**What to work on**
Gather each line of the entries below that includes "rendered".
++++ Data listing
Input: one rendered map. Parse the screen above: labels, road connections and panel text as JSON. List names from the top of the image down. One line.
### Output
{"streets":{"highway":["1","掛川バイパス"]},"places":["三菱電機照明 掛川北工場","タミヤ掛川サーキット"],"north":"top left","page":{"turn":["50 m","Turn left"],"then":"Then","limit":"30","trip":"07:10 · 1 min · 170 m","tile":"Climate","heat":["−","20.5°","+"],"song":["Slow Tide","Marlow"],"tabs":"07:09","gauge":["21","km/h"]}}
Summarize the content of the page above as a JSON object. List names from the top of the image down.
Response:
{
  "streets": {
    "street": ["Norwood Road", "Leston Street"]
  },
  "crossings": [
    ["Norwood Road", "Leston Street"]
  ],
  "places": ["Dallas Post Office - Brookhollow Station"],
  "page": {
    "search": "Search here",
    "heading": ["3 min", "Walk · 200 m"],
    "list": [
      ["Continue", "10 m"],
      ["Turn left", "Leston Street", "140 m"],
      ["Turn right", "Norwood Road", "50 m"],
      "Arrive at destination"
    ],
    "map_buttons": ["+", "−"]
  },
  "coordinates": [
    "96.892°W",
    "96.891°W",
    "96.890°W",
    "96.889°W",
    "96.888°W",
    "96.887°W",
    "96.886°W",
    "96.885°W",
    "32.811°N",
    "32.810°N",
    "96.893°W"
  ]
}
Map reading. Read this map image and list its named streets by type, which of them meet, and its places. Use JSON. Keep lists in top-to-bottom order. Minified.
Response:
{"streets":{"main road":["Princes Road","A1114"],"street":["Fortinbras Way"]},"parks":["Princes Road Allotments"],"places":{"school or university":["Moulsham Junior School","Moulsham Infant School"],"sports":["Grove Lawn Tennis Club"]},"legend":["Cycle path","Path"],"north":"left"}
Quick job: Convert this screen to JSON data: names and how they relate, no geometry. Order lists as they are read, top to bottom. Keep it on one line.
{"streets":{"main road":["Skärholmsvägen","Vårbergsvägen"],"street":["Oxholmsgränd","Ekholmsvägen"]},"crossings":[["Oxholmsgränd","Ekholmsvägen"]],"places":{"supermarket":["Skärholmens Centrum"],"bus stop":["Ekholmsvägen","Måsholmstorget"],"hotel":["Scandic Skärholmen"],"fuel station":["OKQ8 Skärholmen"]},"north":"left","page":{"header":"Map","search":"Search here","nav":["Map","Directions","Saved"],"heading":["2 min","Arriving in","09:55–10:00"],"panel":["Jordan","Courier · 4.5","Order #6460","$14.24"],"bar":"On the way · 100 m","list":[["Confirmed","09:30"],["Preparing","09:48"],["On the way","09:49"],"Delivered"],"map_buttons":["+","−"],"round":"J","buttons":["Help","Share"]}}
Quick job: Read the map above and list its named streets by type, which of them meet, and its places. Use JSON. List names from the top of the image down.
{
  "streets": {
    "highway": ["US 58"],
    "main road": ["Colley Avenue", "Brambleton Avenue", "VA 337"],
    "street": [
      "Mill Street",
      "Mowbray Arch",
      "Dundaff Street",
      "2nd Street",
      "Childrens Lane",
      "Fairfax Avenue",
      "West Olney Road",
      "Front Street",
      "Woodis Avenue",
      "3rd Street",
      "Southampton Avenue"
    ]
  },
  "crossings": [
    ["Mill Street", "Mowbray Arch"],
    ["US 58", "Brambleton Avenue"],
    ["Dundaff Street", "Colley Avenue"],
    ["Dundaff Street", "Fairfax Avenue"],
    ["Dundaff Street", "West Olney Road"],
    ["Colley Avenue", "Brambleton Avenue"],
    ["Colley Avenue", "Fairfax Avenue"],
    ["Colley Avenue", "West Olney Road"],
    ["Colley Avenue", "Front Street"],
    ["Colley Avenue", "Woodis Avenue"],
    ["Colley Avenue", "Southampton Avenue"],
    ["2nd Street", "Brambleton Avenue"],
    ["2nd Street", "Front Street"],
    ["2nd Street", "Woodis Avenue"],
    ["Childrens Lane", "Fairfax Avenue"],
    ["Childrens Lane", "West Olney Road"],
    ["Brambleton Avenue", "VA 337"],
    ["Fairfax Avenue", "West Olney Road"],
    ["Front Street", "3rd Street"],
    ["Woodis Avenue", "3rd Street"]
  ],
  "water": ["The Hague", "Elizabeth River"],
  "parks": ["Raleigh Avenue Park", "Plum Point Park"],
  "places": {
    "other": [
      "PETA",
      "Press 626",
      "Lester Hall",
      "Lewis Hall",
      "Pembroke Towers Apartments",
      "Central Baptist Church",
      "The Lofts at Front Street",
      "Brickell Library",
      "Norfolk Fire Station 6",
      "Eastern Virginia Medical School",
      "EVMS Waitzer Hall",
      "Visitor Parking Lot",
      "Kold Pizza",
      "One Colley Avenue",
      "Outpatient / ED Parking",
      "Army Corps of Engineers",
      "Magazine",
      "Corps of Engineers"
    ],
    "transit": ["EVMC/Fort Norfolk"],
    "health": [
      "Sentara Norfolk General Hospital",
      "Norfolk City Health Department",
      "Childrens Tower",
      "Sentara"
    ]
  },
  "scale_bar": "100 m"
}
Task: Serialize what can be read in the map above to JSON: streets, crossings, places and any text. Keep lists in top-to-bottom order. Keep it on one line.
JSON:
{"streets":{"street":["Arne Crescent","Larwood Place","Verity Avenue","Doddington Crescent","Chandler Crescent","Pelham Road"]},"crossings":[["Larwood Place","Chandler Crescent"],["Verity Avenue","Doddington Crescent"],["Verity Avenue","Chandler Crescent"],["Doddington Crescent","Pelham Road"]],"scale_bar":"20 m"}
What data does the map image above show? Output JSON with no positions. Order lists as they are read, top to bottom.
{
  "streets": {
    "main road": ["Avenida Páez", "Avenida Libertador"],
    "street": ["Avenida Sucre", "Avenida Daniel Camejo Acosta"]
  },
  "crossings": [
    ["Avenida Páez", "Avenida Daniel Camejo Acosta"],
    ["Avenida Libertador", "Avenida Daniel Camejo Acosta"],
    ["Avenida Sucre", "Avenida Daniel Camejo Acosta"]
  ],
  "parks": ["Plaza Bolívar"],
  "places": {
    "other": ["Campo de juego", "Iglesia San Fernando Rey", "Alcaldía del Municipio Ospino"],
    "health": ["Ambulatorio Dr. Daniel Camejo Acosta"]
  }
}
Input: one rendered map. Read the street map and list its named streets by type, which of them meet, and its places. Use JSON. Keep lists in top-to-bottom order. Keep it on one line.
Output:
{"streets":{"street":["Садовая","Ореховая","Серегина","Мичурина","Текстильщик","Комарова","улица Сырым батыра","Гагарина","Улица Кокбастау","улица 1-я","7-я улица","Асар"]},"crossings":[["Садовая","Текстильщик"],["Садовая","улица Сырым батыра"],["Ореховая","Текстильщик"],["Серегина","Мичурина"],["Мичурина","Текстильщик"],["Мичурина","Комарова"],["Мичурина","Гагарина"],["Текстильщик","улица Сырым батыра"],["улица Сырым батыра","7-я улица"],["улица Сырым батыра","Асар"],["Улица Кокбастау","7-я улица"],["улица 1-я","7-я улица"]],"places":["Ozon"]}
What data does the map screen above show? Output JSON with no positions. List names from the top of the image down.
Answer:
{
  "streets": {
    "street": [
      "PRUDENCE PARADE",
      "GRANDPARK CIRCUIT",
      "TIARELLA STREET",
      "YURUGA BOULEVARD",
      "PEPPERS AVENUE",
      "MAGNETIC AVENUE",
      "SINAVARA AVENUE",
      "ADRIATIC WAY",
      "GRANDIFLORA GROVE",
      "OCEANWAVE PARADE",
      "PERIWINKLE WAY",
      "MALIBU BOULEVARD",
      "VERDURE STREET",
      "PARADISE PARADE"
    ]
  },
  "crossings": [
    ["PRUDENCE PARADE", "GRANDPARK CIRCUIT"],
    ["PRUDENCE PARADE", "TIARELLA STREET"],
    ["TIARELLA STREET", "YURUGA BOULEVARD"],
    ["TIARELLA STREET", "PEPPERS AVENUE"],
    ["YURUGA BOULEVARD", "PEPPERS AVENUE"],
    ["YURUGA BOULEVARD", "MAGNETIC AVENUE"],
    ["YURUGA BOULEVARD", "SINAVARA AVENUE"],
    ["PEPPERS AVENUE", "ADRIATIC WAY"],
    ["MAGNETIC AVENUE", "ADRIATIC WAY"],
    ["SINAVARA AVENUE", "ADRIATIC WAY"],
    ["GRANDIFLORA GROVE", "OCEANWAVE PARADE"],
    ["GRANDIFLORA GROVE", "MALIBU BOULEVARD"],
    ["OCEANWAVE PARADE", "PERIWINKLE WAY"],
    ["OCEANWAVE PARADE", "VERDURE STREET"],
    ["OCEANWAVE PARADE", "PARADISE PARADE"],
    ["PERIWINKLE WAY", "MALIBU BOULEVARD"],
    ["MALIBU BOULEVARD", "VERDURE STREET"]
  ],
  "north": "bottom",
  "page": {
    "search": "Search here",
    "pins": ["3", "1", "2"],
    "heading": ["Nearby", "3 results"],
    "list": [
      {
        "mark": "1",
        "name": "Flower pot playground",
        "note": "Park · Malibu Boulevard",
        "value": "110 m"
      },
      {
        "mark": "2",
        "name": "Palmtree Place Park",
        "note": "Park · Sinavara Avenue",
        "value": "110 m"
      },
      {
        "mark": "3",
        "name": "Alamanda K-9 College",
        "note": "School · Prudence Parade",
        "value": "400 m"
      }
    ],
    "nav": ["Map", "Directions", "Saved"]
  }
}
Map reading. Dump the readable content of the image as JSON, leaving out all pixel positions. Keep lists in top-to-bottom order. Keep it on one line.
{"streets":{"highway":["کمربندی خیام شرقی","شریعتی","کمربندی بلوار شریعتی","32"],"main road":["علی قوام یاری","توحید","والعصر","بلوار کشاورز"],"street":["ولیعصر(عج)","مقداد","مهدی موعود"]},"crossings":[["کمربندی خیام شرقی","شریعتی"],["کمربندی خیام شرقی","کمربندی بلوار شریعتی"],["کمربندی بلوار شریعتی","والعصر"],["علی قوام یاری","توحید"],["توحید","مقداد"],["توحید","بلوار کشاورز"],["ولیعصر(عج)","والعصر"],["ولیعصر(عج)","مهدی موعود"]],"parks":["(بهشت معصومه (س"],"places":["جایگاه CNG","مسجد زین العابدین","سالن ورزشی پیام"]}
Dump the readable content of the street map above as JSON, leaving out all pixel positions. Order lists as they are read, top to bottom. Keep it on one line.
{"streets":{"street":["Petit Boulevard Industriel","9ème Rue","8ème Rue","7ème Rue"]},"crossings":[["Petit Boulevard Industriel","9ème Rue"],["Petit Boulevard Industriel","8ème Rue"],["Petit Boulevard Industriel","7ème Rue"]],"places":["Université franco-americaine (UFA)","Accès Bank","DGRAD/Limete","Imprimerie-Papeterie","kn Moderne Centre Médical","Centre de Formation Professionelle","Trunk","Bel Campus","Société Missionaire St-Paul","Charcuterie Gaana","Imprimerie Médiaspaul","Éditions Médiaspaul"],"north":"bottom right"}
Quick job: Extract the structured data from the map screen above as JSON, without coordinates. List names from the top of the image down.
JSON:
++++++++
**Result below**
Input: one rendered map. Parse the screen above: labels, road connections and panel text as JSON. List names from the top of the image down. One line.
Input: one rendered map. Read the street map and list its named streets by type, which of them meet, and its places. Use JSON. Keep lists in top-to-bottom order. Keep it on one line.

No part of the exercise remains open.